McVittie spacetimes embed the vacuum Schwarzschild(-(anti) de Sitter) spacetime in an isotropic FLRW background universe. We study the global structure of McVittie spacetimes with spatially non-flat FLRW backgrounds. This requires the extension of the definition of such spacetimes, previously given only for the flat and open cases, to the closed case. We revisit this definition and show how it gives rise to a unique spacetime (given the FLRW background, the mass parameter $M$ and the cosmological constant $\Lambda$) in the open and flat cases. In the closed case, an additional free function of the cosmic time arises. We derive some basic results on the metric, curvature and matter content of McVittie spacetimes and derive a representation of the line element that makes the study of their global properties possible. In the closed case (independently of the free function mentioned above), the spacetime is confined (at each instant of time) to a region bounded by a minimum and a maximum area radius, and is bounded either to the future or to the past by a scalar curvature singularity. This allowed region only exists when the background scale factor is above a certain minimum.
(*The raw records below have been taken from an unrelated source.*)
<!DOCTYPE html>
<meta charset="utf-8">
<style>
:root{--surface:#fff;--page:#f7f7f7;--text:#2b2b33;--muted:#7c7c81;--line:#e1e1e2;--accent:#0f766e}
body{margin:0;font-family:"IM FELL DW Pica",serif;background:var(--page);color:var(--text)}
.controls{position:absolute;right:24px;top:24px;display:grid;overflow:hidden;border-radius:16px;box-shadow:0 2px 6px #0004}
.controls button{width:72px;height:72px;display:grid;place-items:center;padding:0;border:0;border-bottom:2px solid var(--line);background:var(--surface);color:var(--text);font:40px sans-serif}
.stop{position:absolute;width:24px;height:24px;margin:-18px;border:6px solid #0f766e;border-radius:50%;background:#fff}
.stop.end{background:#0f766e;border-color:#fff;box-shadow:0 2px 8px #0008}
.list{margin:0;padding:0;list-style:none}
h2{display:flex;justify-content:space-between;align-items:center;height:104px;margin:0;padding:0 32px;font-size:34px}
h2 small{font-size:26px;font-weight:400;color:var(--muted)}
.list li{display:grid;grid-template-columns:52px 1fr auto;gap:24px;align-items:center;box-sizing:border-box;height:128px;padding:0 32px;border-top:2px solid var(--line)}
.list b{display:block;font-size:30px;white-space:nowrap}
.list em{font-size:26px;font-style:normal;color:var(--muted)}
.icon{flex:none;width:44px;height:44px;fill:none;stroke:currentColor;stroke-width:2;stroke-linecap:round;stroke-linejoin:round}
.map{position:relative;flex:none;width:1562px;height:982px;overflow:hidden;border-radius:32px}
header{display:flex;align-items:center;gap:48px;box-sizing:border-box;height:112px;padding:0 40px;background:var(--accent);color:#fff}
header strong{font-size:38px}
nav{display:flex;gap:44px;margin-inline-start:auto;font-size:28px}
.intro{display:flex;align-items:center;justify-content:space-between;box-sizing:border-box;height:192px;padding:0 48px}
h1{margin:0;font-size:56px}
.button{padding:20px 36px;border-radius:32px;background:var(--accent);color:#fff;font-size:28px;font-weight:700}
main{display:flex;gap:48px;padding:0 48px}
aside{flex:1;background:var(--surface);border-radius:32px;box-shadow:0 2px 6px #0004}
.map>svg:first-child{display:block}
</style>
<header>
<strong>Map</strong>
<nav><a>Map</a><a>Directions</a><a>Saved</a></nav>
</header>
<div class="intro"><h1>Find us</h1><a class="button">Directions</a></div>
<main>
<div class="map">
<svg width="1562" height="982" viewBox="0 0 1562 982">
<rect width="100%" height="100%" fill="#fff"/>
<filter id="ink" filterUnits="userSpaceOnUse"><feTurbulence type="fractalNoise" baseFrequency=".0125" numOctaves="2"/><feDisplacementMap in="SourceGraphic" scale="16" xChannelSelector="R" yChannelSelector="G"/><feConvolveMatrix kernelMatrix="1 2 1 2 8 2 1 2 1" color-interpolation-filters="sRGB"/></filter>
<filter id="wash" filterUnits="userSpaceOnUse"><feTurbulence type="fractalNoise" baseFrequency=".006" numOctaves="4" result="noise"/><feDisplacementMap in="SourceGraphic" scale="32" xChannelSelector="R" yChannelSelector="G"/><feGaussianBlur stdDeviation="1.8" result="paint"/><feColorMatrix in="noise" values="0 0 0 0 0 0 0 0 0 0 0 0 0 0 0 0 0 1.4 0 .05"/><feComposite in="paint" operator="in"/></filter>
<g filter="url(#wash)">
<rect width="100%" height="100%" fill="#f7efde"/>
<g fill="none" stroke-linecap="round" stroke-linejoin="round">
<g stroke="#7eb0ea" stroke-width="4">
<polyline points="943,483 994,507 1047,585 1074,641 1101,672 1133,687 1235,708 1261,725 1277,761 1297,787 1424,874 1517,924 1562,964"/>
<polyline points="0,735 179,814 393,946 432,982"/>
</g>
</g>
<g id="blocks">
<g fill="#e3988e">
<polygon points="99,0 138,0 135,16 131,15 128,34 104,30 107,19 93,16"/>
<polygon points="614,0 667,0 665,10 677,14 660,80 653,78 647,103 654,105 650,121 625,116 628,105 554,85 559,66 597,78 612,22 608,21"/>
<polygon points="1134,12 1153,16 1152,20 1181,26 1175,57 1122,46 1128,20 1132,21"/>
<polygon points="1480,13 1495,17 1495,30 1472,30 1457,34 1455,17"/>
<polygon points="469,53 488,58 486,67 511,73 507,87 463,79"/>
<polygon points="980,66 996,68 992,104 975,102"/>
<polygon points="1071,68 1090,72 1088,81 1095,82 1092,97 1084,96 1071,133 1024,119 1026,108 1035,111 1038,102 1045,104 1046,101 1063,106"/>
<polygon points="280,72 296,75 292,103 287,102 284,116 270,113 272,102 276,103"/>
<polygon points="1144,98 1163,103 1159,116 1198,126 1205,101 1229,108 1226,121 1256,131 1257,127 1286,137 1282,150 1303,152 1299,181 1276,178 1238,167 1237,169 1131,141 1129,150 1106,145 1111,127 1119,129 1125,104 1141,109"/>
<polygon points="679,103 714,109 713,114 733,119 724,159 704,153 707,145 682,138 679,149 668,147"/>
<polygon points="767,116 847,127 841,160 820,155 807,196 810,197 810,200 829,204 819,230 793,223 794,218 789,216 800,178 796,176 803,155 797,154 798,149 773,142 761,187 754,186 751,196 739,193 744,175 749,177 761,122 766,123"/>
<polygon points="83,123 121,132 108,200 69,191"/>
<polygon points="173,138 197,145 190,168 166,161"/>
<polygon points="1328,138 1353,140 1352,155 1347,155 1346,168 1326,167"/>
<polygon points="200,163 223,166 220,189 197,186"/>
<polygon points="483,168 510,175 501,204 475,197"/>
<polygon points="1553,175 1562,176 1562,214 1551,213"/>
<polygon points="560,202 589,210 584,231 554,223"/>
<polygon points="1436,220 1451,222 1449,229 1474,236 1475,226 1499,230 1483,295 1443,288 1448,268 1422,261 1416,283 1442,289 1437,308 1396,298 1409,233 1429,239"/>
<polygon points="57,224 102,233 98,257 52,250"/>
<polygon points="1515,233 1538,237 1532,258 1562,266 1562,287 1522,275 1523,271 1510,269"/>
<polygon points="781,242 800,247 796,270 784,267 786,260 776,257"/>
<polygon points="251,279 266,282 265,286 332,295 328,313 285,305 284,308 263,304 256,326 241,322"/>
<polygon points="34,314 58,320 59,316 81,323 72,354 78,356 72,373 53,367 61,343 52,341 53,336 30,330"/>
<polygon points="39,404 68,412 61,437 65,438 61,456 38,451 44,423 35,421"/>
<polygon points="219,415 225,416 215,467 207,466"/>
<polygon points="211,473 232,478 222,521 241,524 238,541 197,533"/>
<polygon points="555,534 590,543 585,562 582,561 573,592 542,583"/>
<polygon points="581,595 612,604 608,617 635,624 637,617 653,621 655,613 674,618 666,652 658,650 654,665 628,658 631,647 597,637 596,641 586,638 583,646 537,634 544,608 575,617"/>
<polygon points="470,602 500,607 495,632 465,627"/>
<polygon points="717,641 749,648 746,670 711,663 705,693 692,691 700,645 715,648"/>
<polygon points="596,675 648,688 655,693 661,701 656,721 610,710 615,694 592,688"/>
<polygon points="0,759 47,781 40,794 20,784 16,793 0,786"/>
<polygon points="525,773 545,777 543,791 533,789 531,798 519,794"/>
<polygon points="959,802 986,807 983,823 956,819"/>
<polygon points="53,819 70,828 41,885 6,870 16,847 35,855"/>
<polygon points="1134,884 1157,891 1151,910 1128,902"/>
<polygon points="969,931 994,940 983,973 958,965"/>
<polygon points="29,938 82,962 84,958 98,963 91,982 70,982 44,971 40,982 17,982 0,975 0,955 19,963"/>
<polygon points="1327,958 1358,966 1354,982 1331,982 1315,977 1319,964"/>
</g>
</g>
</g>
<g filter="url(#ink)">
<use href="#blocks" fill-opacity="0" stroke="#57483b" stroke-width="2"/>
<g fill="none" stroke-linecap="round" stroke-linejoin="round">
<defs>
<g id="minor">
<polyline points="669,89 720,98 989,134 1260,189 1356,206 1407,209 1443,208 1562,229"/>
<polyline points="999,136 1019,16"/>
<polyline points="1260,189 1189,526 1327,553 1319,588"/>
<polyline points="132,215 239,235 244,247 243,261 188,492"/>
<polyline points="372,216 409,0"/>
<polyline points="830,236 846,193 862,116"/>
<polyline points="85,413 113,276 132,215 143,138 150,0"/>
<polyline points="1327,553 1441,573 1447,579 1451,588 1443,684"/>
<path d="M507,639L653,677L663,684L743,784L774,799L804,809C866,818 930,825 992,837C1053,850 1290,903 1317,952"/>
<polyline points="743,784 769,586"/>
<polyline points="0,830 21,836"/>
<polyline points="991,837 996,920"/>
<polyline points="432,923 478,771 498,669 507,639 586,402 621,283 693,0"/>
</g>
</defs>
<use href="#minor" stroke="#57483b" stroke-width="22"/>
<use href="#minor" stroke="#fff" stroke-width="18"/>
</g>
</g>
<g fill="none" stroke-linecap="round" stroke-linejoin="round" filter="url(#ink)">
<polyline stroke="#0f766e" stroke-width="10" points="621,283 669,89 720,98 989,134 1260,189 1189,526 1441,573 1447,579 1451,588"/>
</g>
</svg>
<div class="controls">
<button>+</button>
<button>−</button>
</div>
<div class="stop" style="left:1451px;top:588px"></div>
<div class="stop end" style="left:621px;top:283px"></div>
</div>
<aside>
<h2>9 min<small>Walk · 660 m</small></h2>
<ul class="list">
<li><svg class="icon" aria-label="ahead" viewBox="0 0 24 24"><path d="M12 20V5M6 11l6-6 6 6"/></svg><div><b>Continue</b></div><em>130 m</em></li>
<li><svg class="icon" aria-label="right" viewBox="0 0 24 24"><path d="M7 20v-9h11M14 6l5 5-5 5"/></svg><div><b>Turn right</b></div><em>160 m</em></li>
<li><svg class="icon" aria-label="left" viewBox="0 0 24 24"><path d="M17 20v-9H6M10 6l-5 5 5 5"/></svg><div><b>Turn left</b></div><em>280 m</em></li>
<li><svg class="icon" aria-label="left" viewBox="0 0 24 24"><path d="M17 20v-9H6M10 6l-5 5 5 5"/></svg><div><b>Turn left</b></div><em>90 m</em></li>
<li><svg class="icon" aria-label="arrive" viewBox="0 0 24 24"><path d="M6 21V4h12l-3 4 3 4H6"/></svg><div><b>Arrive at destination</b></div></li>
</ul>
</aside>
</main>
In the open case, radial null geodesics originate in finite affine time in the past at a boundary formed by the union of the Big Bang singularity of the FLRW background and a non-singular hypersurface of varying causal character. Furthermore, in the case of eternally expanding open universes, we show that black holes are ubiquitous: ingoing radial null geodesics extend in finite affine time to a hypersurface that forms the boundary of the region from which photons can escape to future null infinity. We revisit the black hole interpretation of McVittie spacetimes in the spatially flat case, and show that this interpretation holds also in the case of a vanishing cosmological constant, contrary to a previous claim of ours.